Is 'Moderate Republican' Oxymoronic?

In a startlingly honest e-mail to supporters this week, Rob Simmons described U.S. Sen. Arlen Specter's jump to the Democrats as "devastating news" that "deeply injures our ability to be an effective minority."

It's that and more. Benedict Specter's defection confirms that Simmons and the honorable tradition of Northeastern Republicans are irrelevant to today's Republican Party.

Moderate Republican, you are dead to party leaders.

We are already hearing about how a campaign to retire U.S. Sen. Chris Dodd will be a national referendum on keeping Democrats in check. But now we know that the Limbaugh-Gingrich-Rove party has no room for people such as Specter and his New England cousins who dare to suggest that keeping government out of your bedroom is an essential tenet of true conservatism.

The truth, said U.S. Sen. Olympia Snowe, a Maine Republican, is that her party has "turned a blind eye to the iceberg under the surface."

"In my view, the political environment that has made it inhospitable for a moderate Republican in Pennsylvania is a microcosm of a deeper, more pervasive problem that places our party in jeopardy nationwide," Snowe wrote in The New York Times. "We cannot prevail as a party without conservatives. But it is equally certain we cannot prevail in the future without moderates."

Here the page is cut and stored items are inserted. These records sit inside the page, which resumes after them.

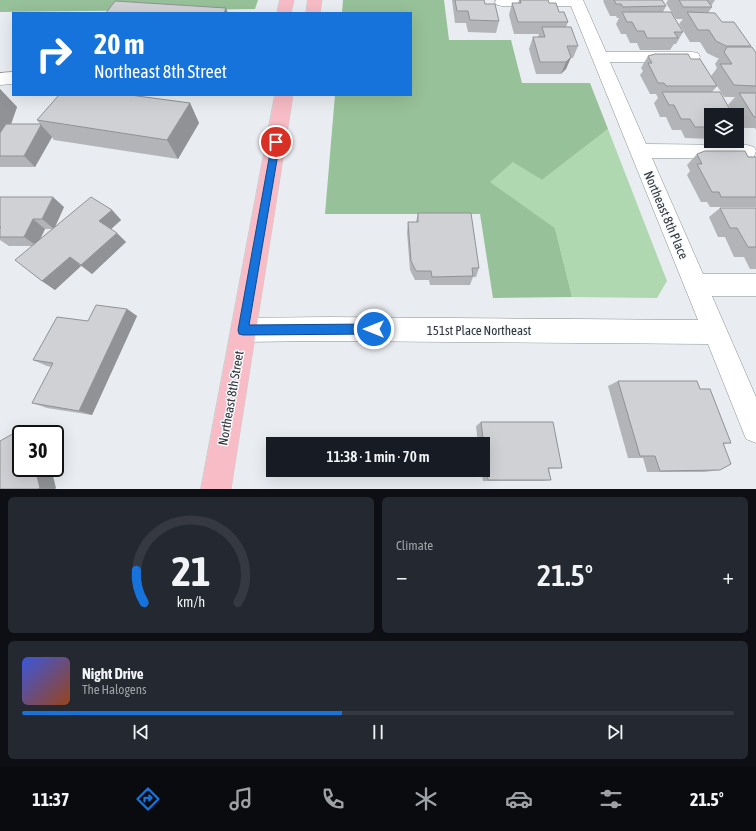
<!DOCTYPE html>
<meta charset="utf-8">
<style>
:root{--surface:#171b24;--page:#242831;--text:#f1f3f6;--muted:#9ea1a6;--line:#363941;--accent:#1673dc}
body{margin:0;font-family:"Asap Condensed",sans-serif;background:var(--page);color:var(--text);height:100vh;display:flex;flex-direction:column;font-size:15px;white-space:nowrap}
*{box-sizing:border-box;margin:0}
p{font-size:13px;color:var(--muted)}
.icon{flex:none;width:22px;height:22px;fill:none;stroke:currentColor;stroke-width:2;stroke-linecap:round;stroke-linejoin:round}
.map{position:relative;height:489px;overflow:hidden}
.drawer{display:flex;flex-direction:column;gap:8px;padding:8px;background:#0d0f14;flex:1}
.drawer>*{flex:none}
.banner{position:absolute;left:12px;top:12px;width:400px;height:84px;border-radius:0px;box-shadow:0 4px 16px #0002;background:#1673dc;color:#fff;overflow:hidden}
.buttons{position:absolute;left:704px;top:108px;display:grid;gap:8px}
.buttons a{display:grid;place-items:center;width:40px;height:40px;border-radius:0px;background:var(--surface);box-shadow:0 4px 16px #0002;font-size:20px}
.speed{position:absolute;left:12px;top:425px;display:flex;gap:8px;font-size:20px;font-weight:700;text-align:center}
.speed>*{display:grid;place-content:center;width:52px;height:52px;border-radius:50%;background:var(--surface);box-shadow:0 4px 16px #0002;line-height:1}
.speed .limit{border:2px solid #111;border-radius:6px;background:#fff;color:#111}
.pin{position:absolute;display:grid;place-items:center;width:34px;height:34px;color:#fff;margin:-17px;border:2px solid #fff;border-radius:50%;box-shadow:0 1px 4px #0007}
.me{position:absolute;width:44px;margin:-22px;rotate:270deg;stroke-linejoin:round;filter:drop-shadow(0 0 3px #0008)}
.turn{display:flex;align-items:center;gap:14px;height:84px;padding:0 16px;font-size:18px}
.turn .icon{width:52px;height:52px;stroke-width:2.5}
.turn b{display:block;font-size:28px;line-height:34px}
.big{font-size:30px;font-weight:600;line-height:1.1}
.drawer .card{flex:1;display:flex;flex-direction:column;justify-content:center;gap:6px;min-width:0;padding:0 14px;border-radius:6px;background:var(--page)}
.drawer .dial{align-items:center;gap:0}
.dial svg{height:104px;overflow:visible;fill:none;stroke:var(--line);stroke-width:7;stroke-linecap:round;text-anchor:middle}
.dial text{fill:var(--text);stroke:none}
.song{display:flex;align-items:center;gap:12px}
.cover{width:48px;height:48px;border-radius:6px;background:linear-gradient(135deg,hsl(230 70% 55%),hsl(20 70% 35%))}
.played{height:4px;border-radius:2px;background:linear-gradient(90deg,var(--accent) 45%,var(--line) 45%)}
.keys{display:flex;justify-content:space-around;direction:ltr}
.heat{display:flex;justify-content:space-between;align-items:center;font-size:22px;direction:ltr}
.drawer .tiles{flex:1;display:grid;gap:8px;grid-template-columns:1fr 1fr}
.card:last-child{grid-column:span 2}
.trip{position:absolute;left:266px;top:437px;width:224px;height:40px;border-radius:0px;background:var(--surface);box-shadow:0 4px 16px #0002;font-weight:600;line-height:40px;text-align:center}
.dock{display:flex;height:64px;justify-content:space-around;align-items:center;background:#090b0e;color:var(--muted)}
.dock .icon{width:28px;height:28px}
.dock .current{color:var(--accent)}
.dock b{font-size:18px;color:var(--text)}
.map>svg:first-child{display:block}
.green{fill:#afd8b0}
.forest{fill:#97c198}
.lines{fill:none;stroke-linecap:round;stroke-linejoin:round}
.minor-casing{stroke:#8b8d90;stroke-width:1}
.major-casing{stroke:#cacaca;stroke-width:1}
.minor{fill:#fff;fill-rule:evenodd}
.major{fill:#f7bcc6;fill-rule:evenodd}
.wall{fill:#b2b4b7;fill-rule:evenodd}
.shaded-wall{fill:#919295}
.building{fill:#cfd1d5;stroke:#919295}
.route{fill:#1673dc;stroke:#0e4b8f}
.labels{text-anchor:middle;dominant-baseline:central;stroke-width:3;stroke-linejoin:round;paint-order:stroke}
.street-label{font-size:13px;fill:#333435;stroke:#f6f9fd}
</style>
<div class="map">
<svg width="756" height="489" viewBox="0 0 756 489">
<rect width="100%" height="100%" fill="#e9ecf0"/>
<path class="green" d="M 608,129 L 667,281 L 657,298 L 572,297 L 555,228 L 489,182 L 513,161 L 542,180 Z"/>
<g class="forest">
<path d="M 0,0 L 258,0 L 255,9 L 0,12 Z"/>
<path d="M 343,0 L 444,0 L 449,40 L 511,40 L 522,83 L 590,83 L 608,129 L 542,180 L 513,162 L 490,182 L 555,228 L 572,297 L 493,298 L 480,214 L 325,214 L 335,95 L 411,95 L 411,13 L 342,13 Z"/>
</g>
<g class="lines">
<g class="minor-casing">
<g id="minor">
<path d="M 496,0 L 583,0 L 606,52 L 692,52 L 698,53 L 700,57 L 698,61 L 692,62 L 610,62 L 646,144 L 747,145 L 754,147 L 756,151 L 754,157 L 747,159 L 652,158 L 703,274 L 756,274 L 756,296 L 712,296 L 756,397 L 756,443 L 746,439 L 708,344 L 328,341 L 243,342 L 234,338 L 231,330 L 234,322 L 243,318 L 328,317 L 698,320 L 571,6 L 502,6 L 497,5 L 495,2 Z"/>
<path d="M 13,72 L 13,84 L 0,85 L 0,73 Z"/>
</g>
</g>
<g class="major-casing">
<g id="major">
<path d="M 280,0 L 294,0 L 291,13 L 277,13 Z"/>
<path d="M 308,0 L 322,0 L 320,13 L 306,13 Z"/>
<path d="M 275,95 L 293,95 L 231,489 L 201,489 Z"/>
</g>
</g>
<use href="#minor" class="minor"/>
<use href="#major" class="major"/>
</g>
<g class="wall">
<path d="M 452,0 L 484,0 L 485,4 L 499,21 L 496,33 L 468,32 L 466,23 L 455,23 Z"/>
<path d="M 519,0 L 548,0 L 549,3 L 559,12 L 568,22 L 566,27 L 578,46 L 573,58 L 571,58 L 566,69 L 561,74 L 536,74 L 529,49 L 533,37 L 538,37 L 539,34 L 514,34 L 509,15 L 512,3 L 518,3 Z"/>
<path d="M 604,0 L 662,0 L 666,6 L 663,12 L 683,32 L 676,44 L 674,44 L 670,50 L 640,50 L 637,43 L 630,43 L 626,34 L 621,34 L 616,24 L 619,18 L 617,18 L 616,16 L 610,16 L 603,1 Z"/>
<path d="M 668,0 L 715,0 L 711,6 L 712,7 L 708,13 L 722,22 L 751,46 L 750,47 L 756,53 L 756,130 L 755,128 L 742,128 L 737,119 L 737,115 L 735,115 L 728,105 L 735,97 L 724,97 L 711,76 L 717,68 L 715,64 L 719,58 L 717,58 L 707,53 L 700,42 L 690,42 L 679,24 L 683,19 L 676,19 L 666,3 Z"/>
<path d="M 648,56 L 691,59 L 717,86 L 712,92 L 711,115 L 711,139 L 685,138 L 681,130 L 672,130 L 666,117 L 660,117 L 654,103 L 658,98 L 656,94 L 650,94 L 640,75 L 643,71 L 641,68 Z"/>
<path d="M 0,89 L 17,107 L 11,124 L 40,124 L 37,120 L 190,103 L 199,123 L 178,159 L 54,140 L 52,137 L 35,167 L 0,167 Z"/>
<path d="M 697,154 L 756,157 L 756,207 L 710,207 L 707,202 L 701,202 L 687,175 L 690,171 L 687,165 Z"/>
<path d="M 0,197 L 64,207 L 55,227 L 112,210 L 121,220 L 111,229 L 126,242 L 92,274 L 81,266 L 55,290 L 42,281 L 32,246 L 9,246 L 0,240 ZM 45,229 L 52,229 L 40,239 Z"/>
<path d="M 720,208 L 756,208 L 756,269 L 750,269 L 744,257 L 734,257 L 725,237 L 718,237 L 709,217 Z"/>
<path d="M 418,213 L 479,268 L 476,277 L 473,277 L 470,285 L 430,285 L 429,280 L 415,280 L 410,270 L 407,232 L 408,222 L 416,222 Z"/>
<path d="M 127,309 L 137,316 L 92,415 L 47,408 L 32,403 L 52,367 L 47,366 L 33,360 L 88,321 Z"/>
<path d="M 618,381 L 700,389 L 731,443 L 724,444 L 720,470 L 704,472 L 647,472 L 643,458 L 628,458 L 608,386 Z"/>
<path d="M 481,422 L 562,468 L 549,469 L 551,480 L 543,481 L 483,481 L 481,470 L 483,470 L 483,444 L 478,444 L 476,426 Z"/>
</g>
<g class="shaded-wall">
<path d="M 226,8 L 228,13 L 224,13 Z"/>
<path d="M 571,57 L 566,69 L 561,74 L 566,62 Z"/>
<path d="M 0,89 L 17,107 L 5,141 L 0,136 Z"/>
<path d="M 190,103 L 199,123 L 178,159 L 167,140 Z"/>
<path d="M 41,125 L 52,137 L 35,167 L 24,156 Z"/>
<path d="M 53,197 L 64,207 L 54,229 L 42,219 Z"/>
<path d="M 112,210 L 121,220 L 109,231 L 99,221 Z"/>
<path d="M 33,219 L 45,229 L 37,246 L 24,237 Z"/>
<path d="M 117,233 L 126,242 L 92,274 L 81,265 Z"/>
<path d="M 70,257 L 81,266 L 55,290 L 42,281 Z"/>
<path d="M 127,309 L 137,316 L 92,415 L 79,411 Z"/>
<path d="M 25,427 L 41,430 L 42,434 L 27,434 Z"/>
<path d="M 35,468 L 51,468 L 56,488 L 55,489 L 38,489 Z"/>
</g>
<g class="building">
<path d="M 455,0 L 484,0 L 485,4 L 495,4 L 499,21 L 470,20 L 468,11 L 457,11 Z"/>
<path d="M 520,0 L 548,0 L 549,3 L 556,3 L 559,12 L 564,12 L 568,22 L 518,22 L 512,3 L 521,3 Z"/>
<path d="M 614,0 L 662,0 L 666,6 L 623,7 L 621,4 L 616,4 Z"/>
<path d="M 679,0 L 707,0 L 712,7 L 683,7 Z"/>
<path d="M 115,1 L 226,8 L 224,13 L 106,13 Z"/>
<path d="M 622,12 L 671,12 L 683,32 L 674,32 L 678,38 L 647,38 L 644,31 L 637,31 L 632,22 L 627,22 Z"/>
<path d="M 687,12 L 715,13 L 722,22 L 734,22 L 751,46 L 726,46 L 716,41 L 709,30 L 698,30 Z"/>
<path d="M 542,27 L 571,27 L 578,46 L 567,46 L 571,57 L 566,62 L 540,62 L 533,37 L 545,37 Z"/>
<path d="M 727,47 L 752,47 L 756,53 L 756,86 L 734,85 L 720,64 L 732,64 L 724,52 Z"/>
<path d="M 655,54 L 688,54 L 691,59 L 700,59 L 717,86 L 666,86 L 664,83 L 658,83 L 648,63 L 652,63 L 648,56 Z"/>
<path d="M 662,92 L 720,92 L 733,115 L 711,115 L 711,127 L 695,127 L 690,119 L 681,119 L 674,105 L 669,105 Z"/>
<path d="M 739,93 L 756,93 L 756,117 L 754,117 Z"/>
<path d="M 59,95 L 130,95 L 190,103 L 167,140 L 37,120 Z"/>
<path d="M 6,124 L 40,124 L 41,125 L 24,156 L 0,156 L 0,133 Z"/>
<path d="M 705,151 L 745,151 L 748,157 L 756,157 L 756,197 L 721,197 L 719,192 L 712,192 L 697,164 L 702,164 L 697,154 Z"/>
<path d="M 0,197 L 53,197 L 42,219 L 33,219 L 24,237 L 0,237 L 0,228 L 1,227 L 0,227 Z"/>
<path d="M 91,197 L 112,210 L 99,221 L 117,233 L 81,265 L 70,257 L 42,281 L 15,260 Z"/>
<path d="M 720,208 L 756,208 L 756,247 L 748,247 L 737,228 L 730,228 Z"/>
<path d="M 418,213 L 471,213 L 479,268 L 472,268 L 473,276 L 432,277 L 431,271 L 416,271 L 411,261 L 408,222 L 418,222 Z"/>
<path d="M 96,305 L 127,309 L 79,411 L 32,403 L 53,363 L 33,360 L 57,317 L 88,321 Z"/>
<path d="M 618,381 L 697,381 L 700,389 L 710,389 L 731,443 L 723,443 L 731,464 L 720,470 L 660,471 L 655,456 L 640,456 Z"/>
<path d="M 481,422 L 553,422 L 562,468 L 548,468 L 551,480 L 488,480 Z"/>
<path d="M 25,427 L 27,434 L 21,434 L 21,468 L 35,468 L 40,488 L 38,489 L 0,489 L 0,441 Z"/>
</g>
<path class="route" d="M 276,139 L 280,142 L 249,325 L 374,324 L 378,326 L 379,329 L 378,332 L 374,334 L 243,335 L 239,334 L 238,330 L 272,142 Z"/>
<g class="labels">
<g class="street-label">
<text transform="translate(666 215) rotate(67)">Northeast 8th Place</text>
<text x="479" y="330">151st Place Northeast</text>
<text transform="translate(231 398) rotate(-80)">Northeast 8th Street</text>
</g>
</g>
</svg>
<div class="buttons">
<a><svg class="icon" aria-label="layers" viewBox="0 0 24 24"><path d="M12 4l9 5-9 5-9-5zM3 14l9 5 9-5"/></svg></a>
</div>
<div class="speed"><div class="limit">30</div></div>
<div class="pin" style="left:276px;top:142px;background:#d93025"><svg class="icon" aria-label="arrive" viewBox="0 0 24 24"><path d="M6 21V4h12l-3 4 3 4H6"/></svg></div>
<svg class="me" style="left:374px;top:329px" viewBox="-20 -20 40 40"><circle r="17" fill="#1673dc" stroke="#fff" stroke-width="3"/><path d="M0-11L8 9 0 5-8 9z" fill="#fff"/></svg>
<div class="trip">11:38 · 1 min · 70 m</div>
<div class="banner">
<div class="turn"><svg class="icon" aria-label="right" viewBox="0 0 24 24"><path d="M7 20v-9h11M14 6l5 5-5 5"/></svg><div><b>20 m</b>Northeast 8th Street</div></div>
</div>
</div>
<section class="drawer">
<div class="tiles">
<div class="card dial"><svg viewBox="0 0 100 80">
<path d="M14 69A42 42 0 1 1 86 69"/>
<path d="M14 69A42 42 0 0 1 8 44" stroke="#1673dc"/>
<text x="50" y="56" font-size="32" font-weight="700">21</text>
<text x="50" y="72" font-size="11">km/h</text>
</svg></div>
<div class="card"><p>Climate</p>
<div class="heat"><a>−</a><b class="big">21.5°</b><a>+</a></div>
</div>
<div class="card">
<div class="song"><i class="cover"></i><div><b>Night Drive</b><p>The Halogens</p></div></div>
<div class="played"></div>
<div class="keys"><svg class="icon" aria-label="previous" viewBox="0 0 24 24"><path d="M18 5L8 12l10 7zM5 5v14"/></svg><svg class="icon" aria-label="pause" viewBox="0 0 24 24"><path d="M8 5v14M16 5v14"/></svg><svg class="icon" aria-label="next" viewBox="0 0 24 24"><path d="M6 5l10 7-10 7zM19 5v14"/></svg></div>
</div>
</div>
</section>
<nav class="dock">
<b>11:37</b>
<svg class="icon current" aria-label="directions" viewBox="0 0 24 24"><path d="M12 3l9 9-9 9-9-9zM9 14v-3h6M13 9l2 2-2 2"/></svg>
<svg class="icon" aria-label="music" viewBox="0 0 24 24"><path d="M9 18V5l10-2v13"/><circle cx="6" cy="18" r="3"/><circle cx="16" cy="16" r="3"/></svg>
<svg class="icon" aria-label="phone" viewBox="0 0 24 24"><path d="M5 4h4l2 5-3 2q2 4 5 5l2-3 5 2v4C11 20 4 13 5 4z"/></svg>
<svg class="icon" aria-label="climate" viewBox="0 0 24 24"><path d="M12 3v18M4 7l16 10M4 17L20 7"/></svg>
<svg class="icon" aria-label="car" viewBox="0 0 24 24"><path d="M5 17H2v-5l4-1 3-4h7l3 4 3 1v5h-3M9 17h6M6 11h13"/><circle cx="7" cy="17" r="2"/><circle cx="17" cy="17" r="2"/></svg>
<svg class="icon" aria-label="filters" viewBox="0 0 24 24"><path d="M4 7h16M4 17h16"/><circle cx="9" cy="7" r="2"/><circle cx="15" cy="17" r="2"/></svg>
<b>21.5°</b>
</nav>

Why on earth, asked a reader who posted on my CT Confidential blog this week, "would we want to elect a Republican from Connecticut who will either be forced to become more conservative to get ahead in his right-wing Republican caucus or be ignored and vilified by his Republican colleagues if he behaves like a moderate Republican from Connecticut should."

Why, I asked Simmons.

"I'm very comfortable with being a Connecticut Republican. I'm not about to give those values up for a cheap vote," said Simmons, growing feisty. "There is a place for us."

"You will find them in Gov. Rell. You will find them in Olympia Snowe. These are people who would rather fight than switch," he said. "The national party will have room if we win. With Specter, he was afraid to lose."

That's not quite how Specter, a supporter of the federal stimulus plan, abortion rights, stem cell research and an opponent of a constitutional ban on gay marriage saw it when he returned to the Democratic Party this week. He sees a Republican Party "at odds" with moderate, mainstream views and out to "purify" itself.

State Sen. John McKinney of Fairfield, another Connecticut Republican with congressional aspirations, told me that "diversity of opinion" is essential.

"Being a pro-choice candidate is a conservative viewpoint," he said, possibly destroying his future on the national Republican stage with one sentence. "People like me need to go out and make that pitch."

That's not quite how state GOP Chairman Chris Healy responded when I asked him about Simmons' assessment of the Specter party switch. Specter's "hand-wringing" was "laughable," Healy said, before blasting the senator's support of the $800 billion "pork job." That is the same stimulus package that our own hugely popular Republican Gov. Rell lobbied Congress for. Time to purify, comrade!

Which brings me back to what Simmons, whose candor is underappreciated, said before we finished one of our conversations.

Republicans are "not a party of one voice," he said, presumably with a straight face. "The party that speaks with one voice is the Communist Party."